What persists after deletion:
- Messages you sent to other people remain in their inboxes (since those messages belong to their accounts too)
- Content that other people shared or reposted from your account stays on their profiles
- Facebook may retain certain data for legal compliance, security, and fraud prevention purposes
Deactivation vs. Deletion
| Feature | Deactivation | Deletion |
|---|---|---|
| Profile hidden from others | Yes | Yes |
| Data stored on Facebook servers | Yes | No (after processing) |
| Can reactivate by logging in | Yes | Only within 30 days |
| Messenger still works | Optional | No |
| Third-party app logins | May still work | Will stop working |
| Permanently removes data | No | Yes |
When to deactivate instead of delete:
- You want a break from Facebook but might return
- You need to keep Messenger active for ongoing conversations
- You are not sure you want permanent deletion yet
When to delete:
- You are certain you do not want to return
- You want your data removed from Facebook servers
- You are reducing your digital footprint for privacy or security reasons
Alternatives to Deletion
If full deletion feels too drastic, consider these middle-ground options:
- Deactivate temporarily – Hide your profile while preserving the option to return
- Remove the app from your phone – Eliminate the habit loop of checking Facebook without deleting your account
- Minimize your profile – Delete old posts using the “Manage Activity” tool, remove personal details, unfriend inactive connections, and restrict who can see your remaining content
- Adjust privacy settings – Lock down your profile so only friends see your content, disable search engine indexing, and revoke third-party app permissions
- Limit usage with Screen Time – Set app time limits on your phone to control how much time you spend on Facebook
Securing Your Remaining Accounts
Deleting Facebook is a significant privacy step, but it is only one piece of the puzzle. After deletion, turn your attention to the accounts you keep.
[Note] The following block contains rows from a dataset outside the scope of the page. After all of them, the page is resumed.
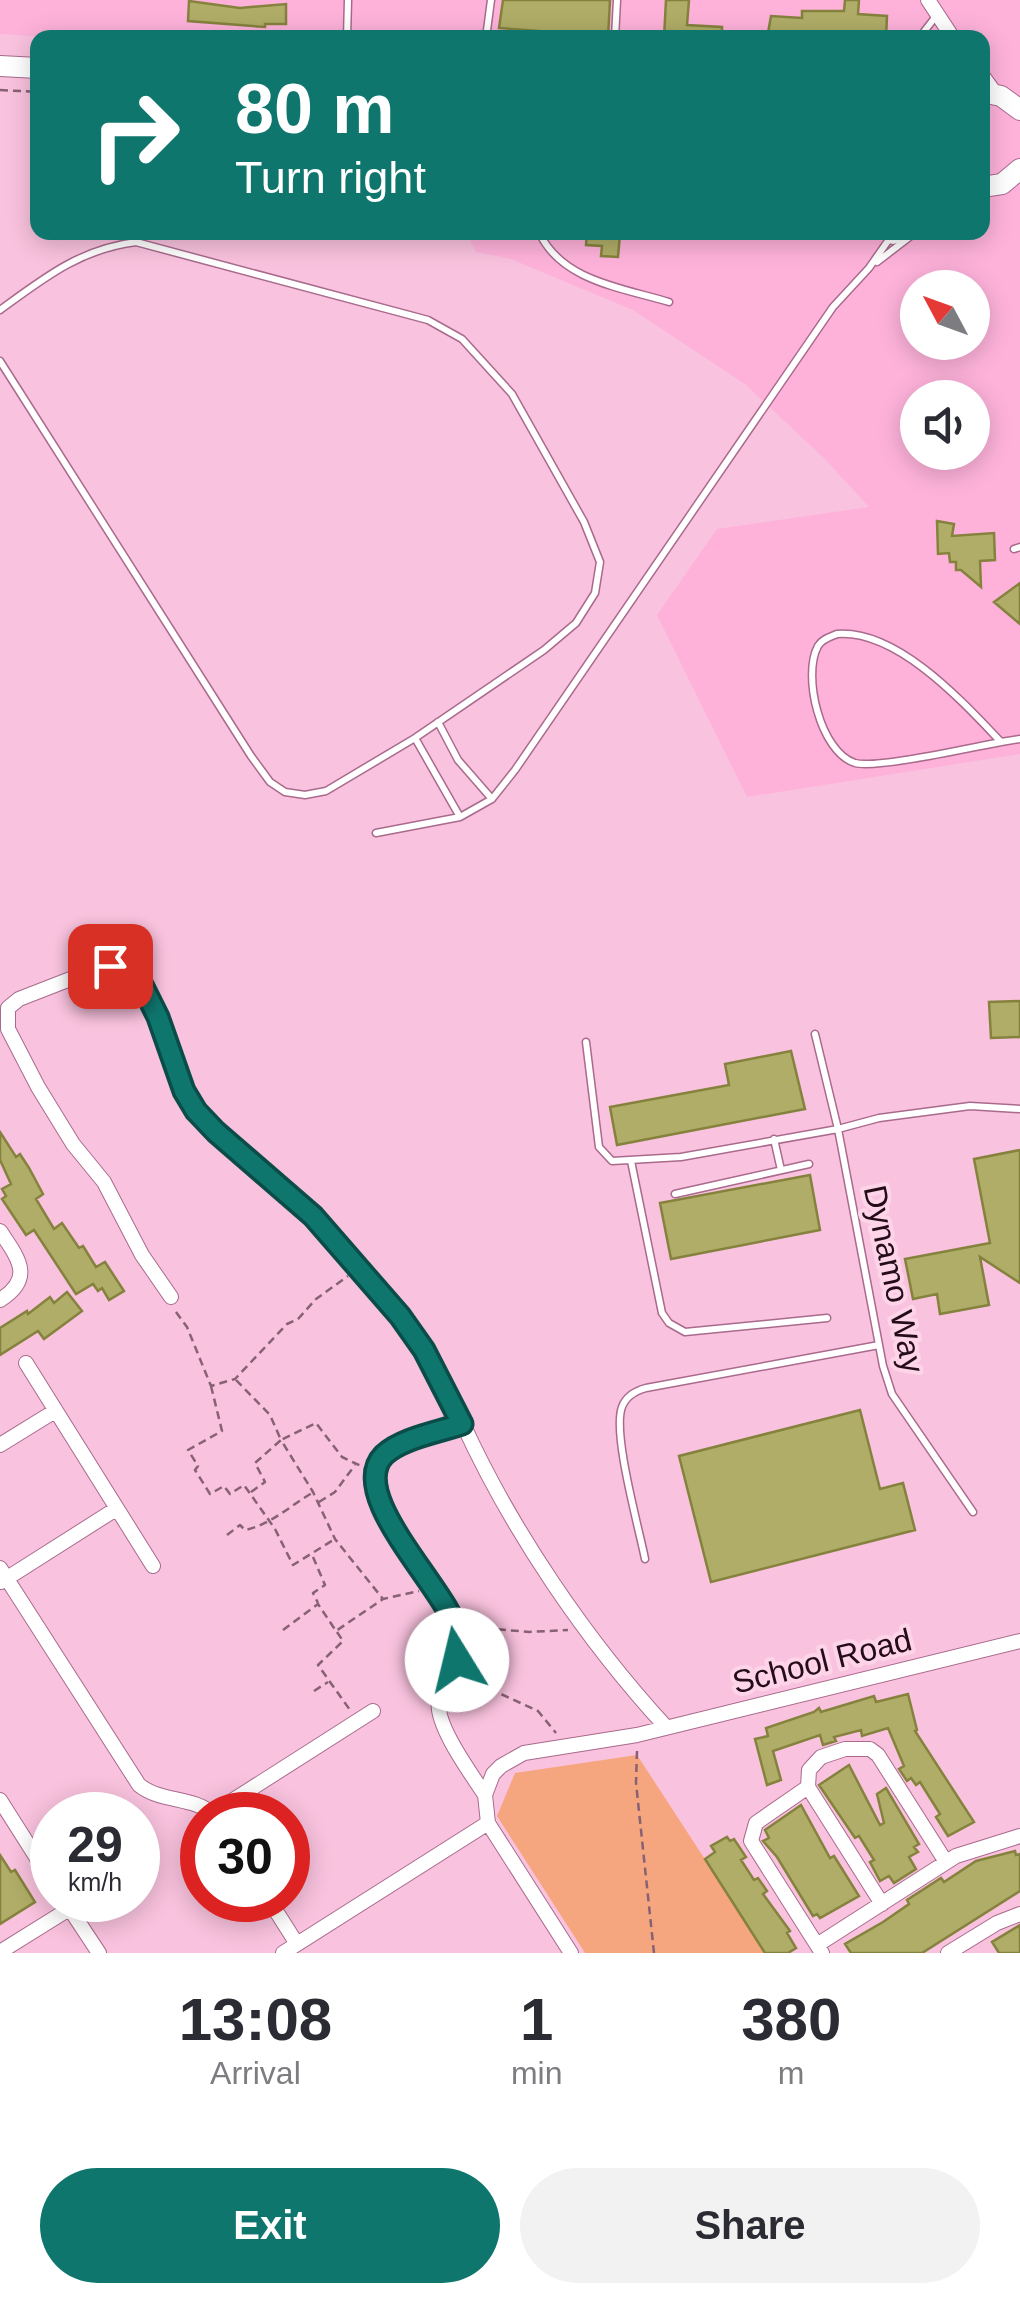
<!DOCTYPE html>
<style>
body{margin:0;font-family:Helvetica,sans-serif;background:#f2f2f3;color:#2b2b33;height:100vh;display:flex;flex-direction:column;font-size:38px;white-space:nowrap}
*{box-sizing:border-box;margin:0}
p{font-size:32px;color:#7c7c81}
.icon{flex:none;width:55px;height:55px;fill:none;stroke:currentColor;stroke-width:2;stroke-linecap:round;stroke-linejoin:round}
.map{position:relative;height:1953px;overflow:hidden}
.panel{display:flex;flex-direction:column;background:#fff;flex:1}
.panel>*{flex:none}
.hud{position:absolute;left:30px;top:30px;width:960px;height:210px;border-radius:20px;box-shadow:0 5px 25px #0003;background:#0f766e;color:#fff;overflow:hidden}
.needle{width:65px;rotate:311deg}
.tools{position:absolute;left:900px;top:270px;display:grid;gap:20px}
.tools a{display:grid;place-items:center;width:90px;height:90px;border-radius:50%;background:#fff;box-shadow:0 5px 25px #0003;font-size:50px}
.speed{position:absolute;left:30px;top:1792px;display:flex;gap:20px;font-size:50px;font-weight:700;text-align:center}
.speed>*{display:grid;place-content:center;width:130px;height:130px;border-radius:50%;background:#fff;box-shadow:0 5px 25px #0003;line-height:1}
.speed small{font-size:25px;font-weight:400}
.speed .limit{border:15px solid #d22;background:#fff;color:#111}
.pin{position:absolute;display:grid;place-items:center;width:85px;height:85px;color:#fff;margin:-42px;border-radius:20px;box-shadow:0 5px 15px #0006}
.me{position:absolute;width:110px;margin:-55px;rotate:351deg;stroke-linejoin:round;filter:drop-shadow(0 0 8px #0008)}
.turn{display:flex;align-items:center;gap:35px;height:210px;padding:0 40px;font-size:45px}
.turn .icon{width:130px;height:130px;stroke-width:2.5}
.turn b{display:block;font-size:70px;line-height:85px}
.eta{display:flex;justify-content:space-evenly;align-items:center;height:170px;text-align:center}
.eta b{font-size:60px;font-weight:600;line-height:70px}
.action{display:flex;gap:20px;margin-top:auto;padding:20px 40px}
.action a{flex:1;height:115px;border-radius:60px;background:#0f766e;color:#fff;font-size:40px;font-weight:600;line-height:115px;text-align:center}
.action a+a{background:#f2f2f3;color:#2b2b33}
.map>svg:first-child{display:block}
</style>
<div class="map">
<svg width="1020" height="1953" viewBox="0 0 1020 1953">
<rect width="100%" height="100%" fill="#f9c2de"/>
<path fill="#feb2da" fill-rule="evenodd" d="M0 0H1020V754L747 797 657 615 717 529 869 507 824 458 745 384 633 310 511 259 476 252 466 233 982 232V38L47 37 0 34ZM918 288H972V342H918ZM918 398H972V452H918Z"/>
<path fill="#f6a67e" d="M637 1755 766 1953H585L497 1816 515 1773Z"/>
<path fill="#b0ad68" stroke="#85823d" stroke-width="2.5" d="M503 0H610L608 38H551V32L499 28Z
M666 0H689L687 25 722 27V38H664Z
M845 0H859L858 14 887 16 886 38H801L768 33 771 16 802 18V11H844Z
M189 1 240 8 286 4V24H265V27L188 21Z
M587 232 620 234 618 257 601 256 602 246 586 245Z
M937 521 954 524 952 536 994 533 995 560 980 561 981 587 961 570H956V562H950L949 553 938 554Z
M1020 583V624L994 602Z
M1020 1001V1037L991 1038 989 1002Z
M791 1051 805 1109 617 1145 610 1107 729 1085 725 1064Z
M0 1132 16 1157 20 1154 29 1168 43 1194 36 1199 54 1229 62 1223 79 1248 83 1246 96 1267 105 1262 124 1291 109 1300 102 1288 98 1291 93 1284 76 1294 34 1230 26 1235 2 1199 6 1196 2 1189 11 1184 0 1160Z
M1020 1150V1283L980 1257 989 1305 940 1314 937 1294 913 1299 905 1259 990 1243 974 1159Z
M810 1175 820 1230 671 1259 660 1203Z
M67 1292 82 1311 44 1339 38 1331 0 1355V1328L27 1311 28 1314 50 1297 54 1303Z
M860 1410 880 1489 903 1483 915 1530 711 1582 679 1456Z
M908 1694 917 1730 915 1731 974 1822 948 1836 936 1817 940 1814 920 1782 916 1785 911 1778 907 1781 899 1769 904 1766 888 1728 862 1736 861 1730 834 1737 836 1741 823 1745 820 1735 773 1751 781 1780 767 1785 755 1739 768 1736 766 1728 814 1712 819 1708 821 1712 874 1696 876 1702Z
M849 1765 880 1825 884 1823 877 1794 886 1788 919 1844 914 1847 918 1852 909 1857 916 1869 894 1883 889 1876 880 1881 870 1862 874 1860 859 1836 855 1838 819 1785Z
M801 1805 830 1858 834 1856 859 1896 820 1918 817 1914 813 1916 777 1857 763 1841 769 1838 765 1830Z
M727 1837 730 1841 734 1839 746 1857 741 1860 754 1880 758 1878 767 1891 763 1894 790 1931 787 1933 796 1948 788 1953H765L705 1859 715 1852 711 1846Z
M1015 1851 1016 1855 1020 1854V1891L922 1953H851L845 1944 883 1922 909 1904 907 1900 941 1878 944 1882 976 1861Z
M0 1855 11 1872 15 1870 35 1902 0 1924Z
M1020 1925V1953H999L992 1942Z"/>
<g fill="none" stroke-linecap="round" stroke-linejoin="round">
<g stroke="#a96a8c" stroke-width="9">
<path id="lane" d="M347 38 348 0
M486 38 491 0
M615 38 617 0
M919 38 937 15
M539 232C561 281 623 288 669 302
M877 262 916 232
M0 310C44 278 80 249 136 242L428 320 462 339 512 394 584 522 600 562 595 593 576 623 544 650 415 738 326 791 305 795 285 792 270 782 251 756 0 361
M1014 549 1020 547
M438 722 458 760 492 799
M415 738 460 817
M1001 742C963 702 897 629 837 634 830 637 822 639 818 646 802 675 820 752 855 763 876 769 973 747 1001 742L1020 739
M376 833 460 817 492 799 515 770 833 307 869 268 890 238
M815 1034 838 1129 883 1366 892 1394 973 1512
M586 1042 599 1147 612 1161 681 1157 838 1129 879 1118 970 1106 1020 1109
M774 1139 781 1170
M631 1161 662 1313 669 1323 685 1332 827 1318
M675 1194 809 1164
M645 1559C639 1528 612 1433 622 1407 626 1396 635 1391 646 1388L879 1345"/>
</g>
<g stroke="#a96a8c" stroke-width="16">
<path id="street" d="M928 0 953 38
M982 75 995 93
M0 1231C18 1258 35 1278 0 1300
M171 1297 142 1255 104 1182 73 1144 38 1087 8 1029V1008L19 999 91 971 118 965 129 969 140 981 158 1017 184 1091 196 1111 216 1133 313 1216 400 1315 424 1351 463 1424
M26 1363 153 1566
M0 1445 55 1411
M0 1568 139 1785C161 1803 194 1796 214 1815
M1 1582 116 1509
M808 1787 882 1904
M485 1795C472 1775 434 1724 439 1700 444 1678 464 1660 459 1636 451 1593 343 1496 385 1455 403 1438 439 1432 463 1424 512 1531 586 1640 666 1727
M0 1800 52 1882
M213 1813 373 1711
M64 1900 99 1953
M269 1900 297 1944
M817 1945 956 1856 1020 1836
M0 1952 69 1909
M283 1953 488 1823
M571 1953 488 1823 485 1795 493 1774 501 1766 524 1753 637 1735 1020 1641
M822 1953 751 1841 756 1823 808 1787 809 1770 821 1757 845 1749H870L878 1755 946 1862
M948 1953 997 1923 1020 1914"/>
</g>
<g stroke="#a96a8c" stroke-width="22">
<path id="secondary" d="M0 66 38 68
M982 92 1001 96 1020 110
M982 187 1002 184 1020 169
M893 234V232"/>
</g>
<path stroke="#876174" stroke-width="2.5" stroke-dasharray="8 5" stroke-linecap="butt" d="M0 90 38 92
M176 1312 187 1327 211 1386 235 1379 287 1324 298 1319 316 1299 348 1276
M236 1380 270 1415 281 1440 316 1423 342 1457 363 1467
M211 1386 222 1431 188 1450 198 1466 195 1470 210 1494 224 1486 230 1494 244 1485 275 1529 293 1565 335 1539
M251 1492 265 1482 255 1463 281 1440 313 1492 335 1539 383 1599
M319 1502 335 1492 355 1465
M227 1535 240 1525 245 1530C270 1525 290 1506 312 1493
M313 1557 325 1585 313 1593 318 1603
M472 1627 529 1632 568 1630
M283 1630 318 1604 336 1631 383 1599 419 1591
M337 1632 343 1641 318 1665 350 1710
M466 1678 538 1711 556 1733
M314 1691 328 1682
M637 1751 636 1783 654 1953"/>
<use href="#lane" stroke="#fff" stroke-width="6"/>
<use href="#street" stroke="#fff" stroke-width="14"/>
<use href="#secondary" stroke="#fff" stroke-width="20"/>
</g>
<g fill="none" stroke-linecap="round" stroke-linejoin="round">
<g stroke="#0a4d48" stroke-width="25">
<path id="route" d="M110 966 129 969 140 981 158 1017 184 1091 196 1111 216 1132 313 1216 400 1316 424 1350 462 1424C439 1432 402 1438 384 1455 344 1496 452 1593 459 1637 461 1645 459 1652 457 1660"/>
</g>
<use href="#route" stroke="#0f766e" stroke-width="18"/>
</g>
<g text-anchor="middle" stroke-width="8" stroke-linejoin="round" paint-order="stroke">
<g font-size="32" fill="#240c19" stroke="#fed4e9">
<text transform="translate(894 1279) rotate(78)" y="11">Dynamo Way</text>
<text transform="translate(822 1661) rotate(-14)" y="11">School Road</text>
</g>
</g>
</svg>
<div class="tools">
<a><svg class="needle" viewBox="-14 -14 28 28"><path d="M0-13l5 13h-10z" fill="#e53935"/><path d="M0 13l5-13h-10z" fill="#7c7c81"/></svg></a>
<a><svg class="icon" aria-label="sound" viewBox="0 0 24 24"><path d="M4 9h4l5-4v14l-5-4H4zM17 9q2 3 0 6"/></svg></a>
</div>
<div class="speed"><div>29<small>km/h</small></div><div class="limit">30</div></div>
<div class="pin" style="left:110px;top:966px;background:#d93025"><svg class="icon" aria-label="arrive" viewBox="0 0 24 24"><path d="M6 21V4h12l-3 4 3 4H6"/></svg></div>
<svg class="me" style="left:457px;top:1660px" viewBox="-20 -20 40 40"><circle r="19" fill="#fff"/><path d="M0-13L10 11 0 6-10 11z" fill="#0f766e"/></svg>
<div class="hud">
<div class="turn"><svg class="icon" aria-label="right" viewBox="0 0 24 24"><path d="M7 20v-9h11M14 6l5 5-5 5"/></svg><div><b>80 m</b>Turn right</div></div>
</div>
</div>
<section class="panel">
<div class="eta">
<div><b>13:08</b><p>Arrival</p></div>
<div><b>1</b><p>min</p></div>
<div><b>380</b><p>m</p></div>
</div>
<div class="action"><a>Exit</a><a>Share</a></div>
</section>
Many people reuse the same password across Facebook and other services. If your Facebook password was compromised in a data breach, every other account using that same password is vulnerable. Now is the perfect time to audit your remaining accounts and ensure each one has a strong, unique password.
A password manager like PanicVault makes this practical. PanicVault stores all your credentials in a KeePass-compatible encrypted vault and autofills them across your iPhone, iPad, and Mac. Instead of trying to remember dozens of unique passwords, you remember one master password and PanicVault handles the rest. Enable two-factor authentication on every account that supports it, and consider running a full personal security audit to identify any remaining weak points in your digital life.
If you were using Facebook login to access other websites, create new standalone accounts with unique email-and-password combinations for each service. Store each set of credentials in your password manager so you never have to rely on a social media platform for authentication again.